Additionally, see Installing Haskell for instructions on how to install haskell.
An overview of the types used in these examples
As an expository device, we have indicated the types at the intermediate stages of stream computations as comments in the examples below. The meaning of these types are:
- A
Stream IO ais a representation of a sequence of values of typeain the IO Monad. - A
Fold IO a bis a representation of a function that converts a stream of typeato a final accumulator of typebin the IO Monad.
The Examples
The code snippets below should work in GHCi if all of those are typed in sequence. For brevity, imports that are already used in earlier snippets are omitted from the latter ones.
Modular Word Counting
A Fold in Streamly is a composable stream consumer. For our first
example, we will use Folds to count the number of bytes, words and lines
present in a file.
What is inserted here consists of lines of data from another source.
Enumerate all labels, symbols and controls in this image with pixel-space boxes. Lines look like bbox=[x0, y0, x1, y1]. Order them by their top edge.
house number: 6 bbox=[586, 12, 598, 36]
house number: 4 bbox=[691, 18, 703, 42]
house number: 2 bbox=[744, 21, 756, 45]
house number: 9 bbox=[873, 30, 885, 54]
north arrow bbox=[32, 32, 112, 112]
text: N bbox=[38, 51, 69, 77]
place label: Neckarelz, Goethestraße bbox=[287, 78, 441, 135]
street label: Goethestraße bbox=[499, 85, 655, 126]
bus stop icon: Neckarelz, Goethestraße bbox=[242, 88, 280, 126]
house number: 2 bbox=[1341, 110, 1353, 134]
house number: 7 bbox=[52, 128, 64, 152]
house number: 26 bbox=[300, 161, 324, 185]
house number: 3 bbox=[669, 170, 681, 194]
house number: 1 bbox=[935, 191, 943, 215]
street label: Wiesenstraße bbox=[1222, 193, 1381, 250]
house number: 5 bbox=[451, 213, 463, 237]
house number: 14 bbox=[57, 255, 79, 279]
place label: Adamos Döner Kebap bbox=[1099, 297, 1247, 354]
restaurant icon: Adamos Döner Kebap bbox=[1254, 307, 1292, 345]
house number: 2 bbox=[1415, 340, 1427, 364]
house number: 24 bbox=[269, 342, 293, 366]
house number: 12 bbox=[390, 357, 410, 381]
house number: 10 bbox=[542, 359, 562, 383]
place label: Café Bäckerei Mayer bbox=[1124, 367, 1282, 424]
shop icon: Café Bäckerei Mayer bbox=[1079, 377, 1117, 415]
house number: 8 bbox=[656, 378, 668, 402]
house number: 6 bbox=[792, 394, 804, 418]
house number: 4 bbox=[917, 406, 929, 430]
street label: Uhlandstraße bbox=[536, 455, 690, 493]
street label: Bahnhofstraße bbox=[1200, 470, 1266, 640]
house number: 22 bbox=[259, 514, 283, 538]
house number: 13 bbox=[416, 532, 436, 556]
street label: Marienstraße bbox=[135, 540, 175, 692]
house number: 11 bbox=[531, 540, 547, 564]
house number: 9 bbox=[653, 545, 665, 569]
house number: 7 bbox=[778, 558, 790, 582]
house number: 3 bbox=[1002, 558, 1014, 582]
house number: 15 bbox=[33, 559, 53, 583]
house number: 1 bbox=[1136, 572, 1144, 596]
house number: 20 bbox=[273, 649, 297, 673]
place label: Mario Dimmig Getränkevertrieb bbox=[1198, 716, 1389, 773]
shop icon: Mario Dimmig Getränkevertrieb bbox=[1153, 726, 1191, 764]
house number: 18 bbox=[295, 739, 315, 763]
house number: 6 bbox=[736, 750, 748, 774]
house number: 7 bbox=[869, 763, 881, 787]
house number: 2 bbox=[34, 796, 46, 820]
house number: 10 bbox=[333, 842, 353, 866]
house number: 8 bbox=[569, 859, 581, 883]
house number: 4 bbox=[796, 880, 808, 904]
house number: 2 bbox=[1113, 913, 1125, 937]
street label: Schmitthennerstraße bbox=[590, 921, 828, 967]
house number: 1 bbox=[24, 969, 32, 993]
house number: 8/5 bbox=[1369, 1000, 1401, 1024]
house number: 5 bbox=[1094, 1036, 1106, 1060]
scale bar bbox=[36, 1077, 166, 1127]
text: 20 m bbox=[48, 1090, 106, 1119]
We will then compose individual Folds together to
count words, bytes and lines at the same time.
Please see the file WordCountModular.hs for the complete example program.
Count Bytes (wc -c)
We start with a code fragment that counts the number of bytes in a file:
>>> import Data.Function ((&))
>>> import Streamly.FileSystem.Path (Path)
>>> import qualified Streamly.FileSystem.Path as Path
>>> import qualified Streamly.Data.Fold as Fold
>>> import qualified Streamly.Data.Stream as Stream
>>> import qualified Streamly.FileSystem.FileIO as File
>>> :{
wcb :: Path -> IO Int
wcb file = do
File.read file -- Stream IO Word8
& Stream.fold Fold.length -- IO Int
:}Count Lines (wc -l)
The next code fragment shows how to count the number of lines in a file:
>>> import Data.Word (Word8)
>>> import Streamly.Data.Fold (Fold)
>>> :{
-- ASCII character 10 is a newline.
countl :: Int -> Word8 -> Int
countl n ch = if ch == 10 then n + 1 else n
:}
>>> :{
-- The `nlines` fold accepts a stream of `Word8` and returns a line count (`Int`).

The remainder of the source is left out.